This summer, I worked at the Lab of Medical Imaging and Computation at Massachusetts General Hospital in Boston. This lab aims to use machine learning to supplement radiologists’ findings in x-rays and other medical images. Under Dr. Do’s supervision, I worked alongside seven other interns throughout the summer, who ranged in experience from high-school freshmen to Ph.D. candidates.
My main project was to create an image classification model that could differentiate x-rays of various body parts. These AI neural networks are like black boxes, as we can only observe their behavior from their inputs (training images) and outputs (testing performance) rather than looking at their complex internal mechanisms. To train the model, I downloaded a dataset from the lab consisting of about 2500 x-ray images of nine different categories. I worked with another Rivers intern, Nina Minicozzi, to develop our first model and create some performance metrics. It only had an accuracy of about 80 percent, but it was a start.
During the second week, I started an additional project to fix a server that had been inoperable for months due to overheating. I diagnosed the problem as a faulty pump in the CPU cooler, so Dr. Do and I went to Micro Center to source a replacement.
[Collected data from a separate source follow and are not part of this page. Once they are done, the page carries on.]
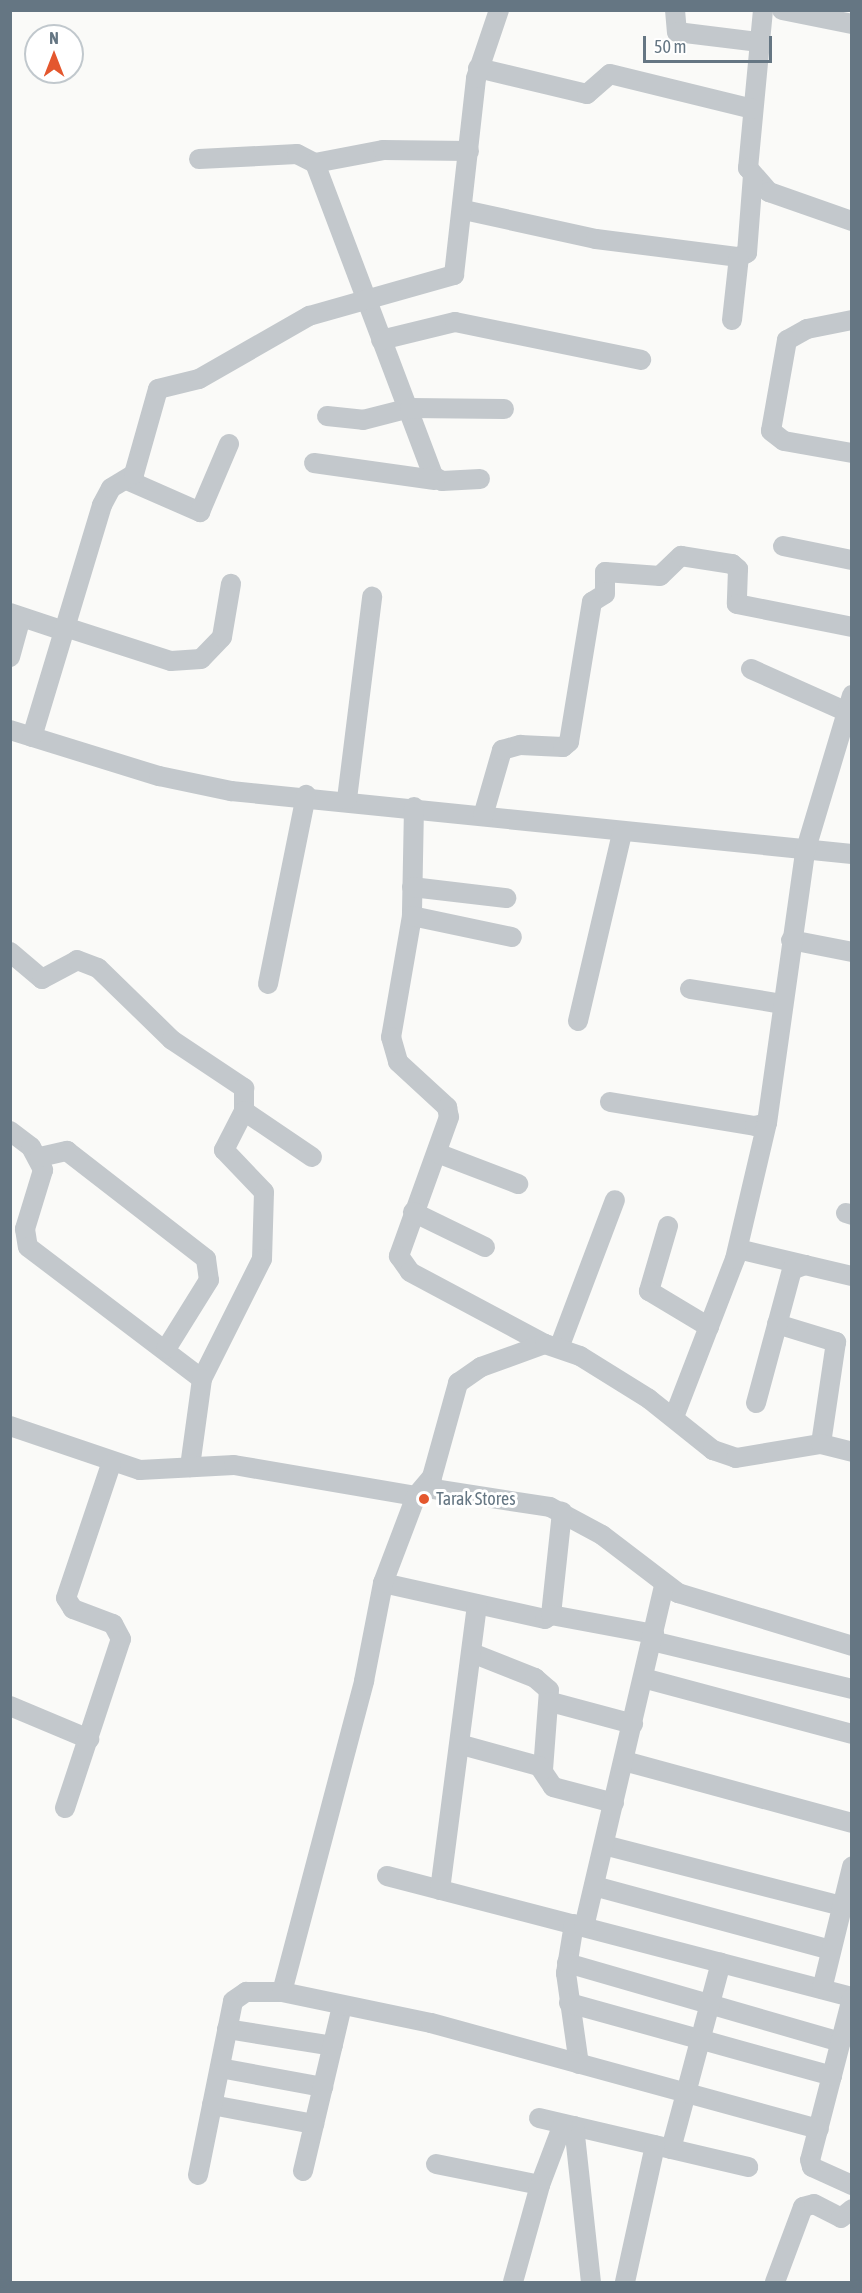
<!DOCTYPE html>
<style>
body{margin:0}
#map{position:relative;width:862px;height:2293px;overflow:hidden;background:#fafaf8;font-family:"Asap Condensed",sans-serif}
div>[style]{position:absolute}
.street>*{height:20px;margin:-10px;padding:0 10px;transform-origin:10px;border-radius:10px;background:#c3c8cc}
.dots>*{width:16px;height:16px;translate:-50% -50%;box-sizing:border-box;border:3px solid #fff;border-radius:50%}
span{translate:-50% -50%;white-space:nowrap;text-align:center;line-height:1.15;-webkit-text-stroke:6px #fff;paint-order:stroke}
.poi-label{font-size:18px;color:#657683}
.left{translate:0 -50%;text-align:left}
.frame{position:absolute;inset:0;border:12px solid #657683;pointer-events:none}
.north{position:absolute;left:24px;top:24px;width:60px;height:60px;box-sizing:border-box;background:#fff;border:2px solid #c1c8cd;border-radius:50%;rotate:0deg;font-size:16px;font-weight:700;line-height:24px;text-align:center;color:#657683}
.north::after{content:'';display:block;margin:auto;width:21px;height:27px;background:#e4572e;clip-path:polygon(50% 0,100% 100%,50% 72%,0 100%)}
.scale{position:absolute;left:643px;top:36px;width:129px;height:27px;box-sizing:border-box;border:3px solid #657683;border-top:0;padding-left:8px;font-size:18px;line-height:21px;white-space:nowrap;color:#657683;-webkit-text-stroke:4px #fff;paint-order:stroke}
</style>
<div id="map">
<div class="street">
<i style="left:675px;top:10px;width:22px;rotate:85deg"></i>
<i style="left:677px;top:32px;width:83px;rotate:7deg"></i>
<i style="left:763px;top:10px;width:159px;rotate:95.4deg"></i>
<i style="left:748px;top:168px;width:32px;rotate:49deg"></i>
<i style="left:769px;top:192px;width:88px;rotate:19.3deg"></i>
<i style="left:782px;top:10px;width:71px;rotate:11.3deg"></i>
<i style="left:478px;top:68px;width:112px;rotate:13.4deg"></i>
<i style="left:587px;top:94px;width:30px;rotate:-41deg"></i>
<i style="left:610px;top:74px;width:146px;rotate:13.8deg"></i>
<i style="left:199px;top:159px;width:98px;rotate:-2.9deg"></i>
<i style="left:297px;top:154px;width:20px;rotate:27deg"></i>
<i style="left:315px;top:163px;width:335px;rotate:69.3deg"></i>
<i style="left:433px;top:476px;width:10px;rotate:29deg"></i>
<i style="left:442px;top:481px;width:38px;rotate:-3deg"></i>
<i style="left:315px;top:163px;width:69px;rotate:-10.8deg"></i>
<i style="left:383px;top:150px;width:86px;rotate:0.7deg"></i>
<i style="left:464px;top:210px;width:135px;rotate:12.4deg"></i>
<i style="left:596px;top:239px;width:144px;rotate:7.2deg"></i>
<i style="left:739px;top:257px;width:9px;rotate:-27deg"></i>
<i style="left:747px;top:253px;width:78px;rotate:-85.6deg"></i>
<i style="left:732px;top:320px;width:63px;rotate:-83.7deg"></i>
<i style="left:852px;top:320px;width:46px;rotate:168.7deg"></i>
<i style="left:807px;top:329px;width:23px;rotate:151deg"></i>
<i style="left:787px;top:340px;width:92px;rotate:100deg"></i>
<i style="left:771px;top:431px;width:16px;rotate:38deg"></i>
<i style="left:784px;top:441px;width:69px;rotate:10deg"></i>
<i style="left:381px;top:340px;width:76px;rotate:-13.7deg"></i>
<i style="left:455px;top:322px;width:190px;rotate:11.5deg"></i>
<i style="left:327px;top:416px;width:36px;rotate:6deg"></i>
<i style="left:363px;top:420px;width:49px;rotate:-14.3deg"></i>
<i style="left:410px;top:408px;width:94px;rotate:0.6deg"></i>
<i style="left:314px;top:463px;width:122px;rotate:8deg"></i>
<i style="left:127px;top:480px;width:80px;rotate:23.7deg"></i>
<i style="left:200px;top:512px;width:74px;rotate:-66.9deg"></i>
<i style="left:783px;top:546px;width:70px;rotate:11.5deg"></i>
<i style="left:10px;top:613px;width:57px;rotate:18.4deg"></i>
<i style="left:65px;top:627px;width:111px;rotate:17.8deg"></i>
<i style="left:171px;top:661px;width:30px;rotate:-4deg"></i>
<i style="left:201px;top:659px;width:30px;rotate:-46deg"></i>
<i style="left:222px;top:637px;width:54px;rotate:-80.4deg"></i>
<i style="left:10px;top:657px;width:41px;rotate:-74.6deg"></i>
<i style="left:751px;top:669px;width:105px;rotate:24.1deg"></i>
<i style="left:10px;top:730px;width:156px;rotate:17.2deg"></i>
<i style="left:159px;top:776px;width:74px;rotate:11.8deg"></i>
<i style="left:231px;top:791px;width:624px;rotate:5.79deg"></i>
<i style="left:32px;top:737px;width:242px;rotate:-73.2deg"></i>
<i style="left:102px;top:505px;width:19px;rotate:-62deg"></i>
<i style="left:111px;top:488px;width:27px;rotate:-31deg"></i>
<i style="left:134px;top:474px;width:88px;rotate:-74.2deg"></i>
<i style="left:158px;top:389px;width:42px;rotate:-13.7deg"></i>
<i style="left:199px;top:379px;width:127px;rotate:-29.8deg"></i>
<i style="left:309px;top:316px;width:151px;rotate:-15.8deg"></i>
<i style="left:454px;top:275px;width:198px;rotate:-83.6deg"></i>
<i style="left:476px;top:78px;width:72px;rotate:-71.3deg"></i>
<i style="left:347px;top:799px;width:204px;rotate:-82.9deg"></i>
<i style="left:414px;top:807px;width:109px;rotate:91.1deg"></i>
<i style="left:412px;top:916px;width:123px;rotate:99.8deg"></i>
<i style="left:391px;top:1037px;width:26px;rotate:74deg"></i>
<i style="left:398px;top:1062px;width:67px;rotate:42.6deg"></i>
<i style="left:447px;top:1107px;width:10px;rotate:79deg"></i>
<i style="left:449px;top:1117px;width:148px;rotate:109.8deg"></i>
<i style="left:399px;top:1256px;width:19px;rotate:55deg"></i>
<i style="left:410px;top:1272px;width:153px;rotate:28.1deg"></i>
<i style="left:483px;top:816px;width:69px;rotate:-73.9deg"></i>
<i style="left:502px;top:750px;width:19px;rotate:-16deg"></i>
<i style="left:520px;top:745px;width:43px;rotate:2.7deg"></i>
<i style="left:563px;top:747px;width:8px;rotate:-40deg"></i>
<i style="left:569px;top:742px;width:142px;rotate:-80.7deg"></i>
<i style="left:592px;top:602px;width:15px;rotate:-32deg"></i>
<i style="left:605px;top:594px;width:22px;rotate:-90deg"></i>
<i style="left:605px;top:572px;width:55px;rotate:4.2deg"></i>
<i style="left:660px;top:576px;width:29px;rotate:-44deg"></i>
<i style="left:681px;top:556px;width:52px;rotate:8.9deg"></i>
<i style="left:732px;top:564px;width:8px;rotate:40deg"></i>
<i style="left:738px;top:569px;width:35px;rotate:92deg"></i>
<i style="left:737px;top:604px;width:117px;rotate:11.3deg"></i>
<i style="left:412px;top:887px;width:95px;rotate:6.7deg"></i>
<i style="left:412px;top:916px;width:102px;rotate:11.9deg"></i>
<i style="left:791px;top:940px;width:62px;rotate:11.1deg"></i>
<i style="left:10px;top:952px;width:42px;rotate:40.2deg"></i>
<i style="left:42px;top:979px;width:40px;rotate:-28deg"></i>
<i style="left:77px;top:960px;width:22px;rotate:21deg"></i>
<i style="left:98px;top:968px;width:103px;rotate:44.2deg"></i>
<i style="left:172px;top:1040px;width:87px;rotate:33.7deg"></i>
<i style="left:244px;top:1088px;width:23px;rotate:90deg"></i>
<i style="left:244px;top:1111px;width:44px;rotate:117.1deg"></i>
<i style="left:224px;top:1150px;width:58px;rotate:46.4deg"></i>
<i style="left:264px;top:1192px;width:67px;rotate:91.7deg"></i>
<i style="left:262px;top:1259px;width:134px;rotate:116.6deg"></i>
<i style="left:268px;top:984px;width:193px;rotate:-78.6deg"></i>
<i style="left:690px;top:989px;width:94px;rotate:9.2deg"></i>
<i style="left:578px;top:1021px;width:192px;rotate:-76.8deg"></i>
<i style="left:610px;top:1102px;width:147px;rotate:9.4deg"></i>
<i style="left:755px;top:1126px;width:12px;rotate:-14deg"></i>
<i style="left:767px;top:1123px;width:274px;rotate:-82deg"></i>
<i style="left:805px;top:852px;width:164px;rotate:-73.3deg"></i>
<i style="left:244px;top:1111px;width:82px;rotate:34.1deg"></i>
<i style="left:10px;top:1131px;width:26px;rotate:37deg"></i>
<i style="left:31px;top:1147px;width:26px;rotate:62deg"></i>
<i style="left:43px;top:1170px;width:62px;rotate:107deg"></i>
<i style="left:25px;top:1229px;width:18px;rotate:81deg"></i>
<i style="left:28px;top:1247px;width:218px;rotate:37.2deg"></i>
<i style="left:202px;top:1379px;width:89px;rotate:97.8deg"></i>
<i style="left:437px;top:1153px;width:87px;rotate:20.9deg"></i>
<i style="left:40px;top:1157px;width:28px;rotate:-13deg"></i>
<i style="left:67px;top:1151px;width:176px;rotate:37.8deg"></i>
<i style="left:206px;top:1259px;width:21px;rotate:82deg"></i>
<i style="left:209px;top:1280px;width:81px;rotate:121.9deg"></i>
<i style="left:413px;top:1212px;width:80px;rotate:25.9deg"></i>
<i style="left:846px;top:1213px;width:6px;rotate:18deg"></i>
<i style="left:668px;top:1226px;width:68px;rotate:106.3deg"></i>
<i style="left:649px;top:1291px;width:70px;rotate:31deg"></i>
<i style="left:738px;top:1249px;width:69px;rotate:13.4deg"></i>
<i style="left:777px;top:1324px;width:62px;rotate:17deg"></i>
<i style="left:836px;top:1342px;width:103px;rotate:98.4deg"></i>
<i style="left:559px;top:1348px;width:158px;rotate:-69.3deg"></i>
<i style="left:756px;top:1403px;width:138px;rotate:-74.9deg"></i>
<i style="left:792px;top:1270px;width:14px;rotate:-21deg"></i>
<i style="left:805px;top:1265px;width:48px;rotate:13.2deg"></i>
<i style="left:674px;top:1417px;width:169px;rotate:-68.9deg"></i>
<i style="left:735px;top:1259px;width:140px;rotate:-76.8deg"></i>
<i style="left:10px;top:1426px;width:137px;rotate:18.7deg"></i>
<i style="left:140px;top:1470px;width:94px;rotate:-3deg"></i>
<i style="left:234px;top:1465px;width:185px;rotate:9.7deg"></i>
<i style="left:416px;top:1496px;width:25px;rotate:-50deg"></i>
<i style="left:432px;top:1477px;width:98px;rotate:-74.5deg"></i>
<i style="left:458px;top:1383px;width:28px;rotate:-35deg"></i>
<i style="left:481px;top:1367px;width:68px;rotate:-19.8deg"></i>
<i style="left:545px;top:1344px;width:37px;rotate:19deg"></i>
<i style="left:580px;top:1356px;width:81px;rotate:31.9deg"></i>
<i style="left:649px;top:1399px;width:82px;rotate:38.6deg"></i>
<i style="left:713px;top:1450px;width:24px;rotate:19deg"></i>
<i style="left:736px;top:1458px;width:86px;rotate:-9.4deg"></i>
<i style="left:821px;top:1444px;width:32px;rotate:14deg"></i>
<i style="left:427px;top:1488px;width:124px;rotate:8.8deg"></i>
<i style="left:550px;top:1507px;width:59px;rotate:28.3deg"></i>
<i style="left:602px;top:1535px;width:96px;rotate:37.3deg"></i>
<i style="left:678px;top:1593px;width:182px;rotate:16.9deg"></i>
<i style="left:383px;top:1583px;width:166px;rotate:12.5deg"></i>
<i style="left:545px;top:1619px;width:7px;rotate:-34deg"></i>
<i style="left:551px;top:1615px;width:104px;rotate:-83.9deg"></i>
<i style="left:551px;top:1615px;width:105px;rotate:10.5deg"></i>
<i style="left:652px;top:1641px;width:206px;rotate:13.5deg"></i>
<i style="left:472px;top:1653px;width:68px;rotate:21.6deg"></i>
<i style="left:535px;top:1678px;width:18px;rotate:41deg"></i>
<i style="left:549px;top:1690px;width:80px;rotate:94.3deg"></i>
<i style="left:643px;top:1678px;width:216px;rotate:15deg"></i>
<i style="left:551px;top:1702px;width:85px;rotate:15deg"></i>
<i style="left:10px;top:1706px;width:86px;rotate:22.7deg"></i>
<i style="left:462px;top:1745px;width:80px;rotate:15.3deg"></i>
<i style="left:539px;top:1766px;width:25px;rotate:56deg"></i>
<i style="left:553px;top:1787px;width:63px;rotate:14.7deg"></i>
<i style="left:624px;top:1761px;width:236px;rotate:15.2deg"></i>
<i style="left:65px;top:1808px;width:178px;rotate:-71.7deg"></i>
<i style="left:121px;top:1639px;width:17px;rotate:-118deg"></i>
<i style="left:113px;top:1624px;width:43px;rotate:-159.4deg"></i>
<i style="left:73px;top:1609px;width:13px;rotate:-122deg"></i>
<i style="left:66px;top:1598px;width:141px;rotate:-71.4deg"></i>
<i style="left:604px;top:1845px;width:246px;rotate:14.4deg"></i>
<i style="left:387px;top:1876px;width:480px;rotate:14.6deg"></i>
<i style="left:594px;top:1886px;width:245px;rotate:15.1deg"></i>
<i style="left:440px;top:1890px;width:288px;rotate:-82.6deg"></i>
<i style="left:574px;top:1924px;width:50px;rotate:99.3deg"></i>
<i style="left:566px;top:1973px;width:92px;rotate:81.9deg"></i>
<i style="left:584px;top:1927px;width:351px;rotate:-76.8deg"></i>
<i style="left:567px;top:1963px;width:285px;rotate:16.1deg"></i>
<i style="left:822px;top:1989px;width:126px;rotate:-76.2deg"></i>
<i style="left:282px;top:1992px;width:322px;rotate:-75.2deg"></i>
<i style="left:364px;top:1681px;width:100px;rotate:-79deg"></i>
<i style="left:383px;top:1583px;width:93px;rotate:-69.2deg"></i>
<i style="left:852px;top:1998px;width:167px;rotate:104.5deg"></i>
<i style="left:810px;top:2160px;width:7px;rotate:74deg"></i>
<i style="left:812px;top:2167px;width:44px;rotate:24.2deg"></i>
<i style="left:569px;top:2003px;width:273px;rotate:15.5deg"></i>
<i style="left:227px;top:2029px;width:107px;rotate:9.1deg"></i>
<i style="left:220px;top:2068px;width:105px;rotate:10.5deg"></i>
<i style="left:212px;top:2105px;width:104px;rotate:10.6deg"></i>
<i style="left:539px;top:2118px;width:215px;rotate:13.2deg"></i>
<i style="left:574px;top:2126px;width:157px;rotate:83.8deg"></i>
<i style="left:671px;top:2149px;width:193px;rotate:-75deg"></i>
<i style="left:436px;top:2164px;width:106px;rotate:11.4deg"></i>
<i style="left:540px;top:2185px;width:65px;rotate:-69.3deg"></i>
<i style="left:303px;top:2171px;width:170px;rotate:-76.7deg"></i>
<i style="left:198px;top:2175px;width:177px;rotate:-78.6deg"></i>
<i style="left:233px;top:2001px;width:16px;rotate:-35deg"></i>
<i style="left:246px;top:1992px;width:36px"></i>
<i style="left:282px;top:1992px;width:152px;rotate:11.8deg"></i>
<i style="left:431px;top:2023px;width:402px;rotate:15.3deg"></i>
<i style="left:513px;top:2282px;width:101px;rotate:-74.4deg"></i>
<i style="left:625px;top:2282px;width:140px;rotate:-77.6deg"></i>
<i style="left:775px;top:2282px;width:80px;rotate:-69.5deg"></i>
<i style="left:803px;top:2207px;width:11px;rotate:-15deg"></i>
<i style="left:814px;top:2204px;width:30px;rotate:27deg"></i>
<i style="left:841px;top:2218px;width:14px;rotate:-39deg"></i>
</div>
<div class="dots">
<i style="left:424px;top:1499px;background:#e4572e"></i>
</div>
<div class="poi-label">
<span class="left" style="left:436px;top:1499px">Tarak Stores</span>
</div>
<div class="frame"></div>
<div class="north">N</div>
<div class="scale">50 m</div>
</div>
We learned later that we needed another power supply cable to work with the new cooler, so I took the Red Line to Cambridge the next day to retrieve the cable from the store. The server was finally able to boot up without throwing an error. Dr. Do advised me to reinstall the operating system; I successfully did so and reconfigured it to work with the network in my free time over the next few weeks. I also synched the server up with the network storage systems and installed all the necessary plug-ins so I could use the server to train models. I had to do most of this work in the office’s server room, where a massive cooling system was blasting frigid air right in my face.
That same week I sought to create a more accurate classification model and better visualizations of its performance. I used a pre-trained neural network called "ResNet" and a "transfer learning" method to train a model to work for this project. Since ResNet had already learned how to look at images, it was much easier for the AI to classify x-rays than my previous model, which was built from scratch. This model had an incredible 99.3% accuracy after I trained it. I also made some heatmaps and graphs from each category for that week’s presentation:
The heatmap shows where the AI is searching to make its decision. The model probably emphasizes the thumb more since that differentiates the hand images from the foot category. On the right is a ROC (Receiver Operating Characteristic) curve, which plots the true positive rate (sensitivity) against the false positive rate (one subtracted by specificity). Essentially, how close the curve is to the top left corner shows how precise and reliable the AI is for this category. My second model killed this.
During the following week, I worked on trying to use this model to rank data. I extracted the model’s confidence in each of its decisions as a percentage, and then I displayed this number along with the image in a grid for each body part in each category:
The same week I also trained the model again, but this time I saved the model at the end of each iteration that the AI sifted through the dataset. I chose one of the x-ray images, created a heatmap of it with each saved model, and displayed it in a grid:
Currently, I’m in my fifth week at the lab and working on ranking the training data by their contribution to the model’s performance. To do this, I excluded one image from a smaller dataset to determine how the model changed in performance and repeated this process 45 times for each image in this dataset. As expected, the accuracy greatly suffered since the training dataset was initially 2200 images. However, the accuracy is only used to compare the value of different images to the model’s performance. A lower accuracy means that the excluded image is more important to the model:
As I near the end of my internship in the coming weeks, I appreciate how much I am discovering about machine learning and generally about working in an office in downtown Boston. Taking what I’ve learned at school in computer science class and applying it in the real world for research, as well as working independently and showcasing what I have created to my peers and Dr. Do has been a very gratifying experience. According to Dr. Do, my work has the opportunity to improve the healthcare of patients and possibly save lives by improving the efficiency of radiologists in under-resourced hospitals. Thank you to Dr. Do, Mr. Schlenker, and my fellow interns for this memorable experience.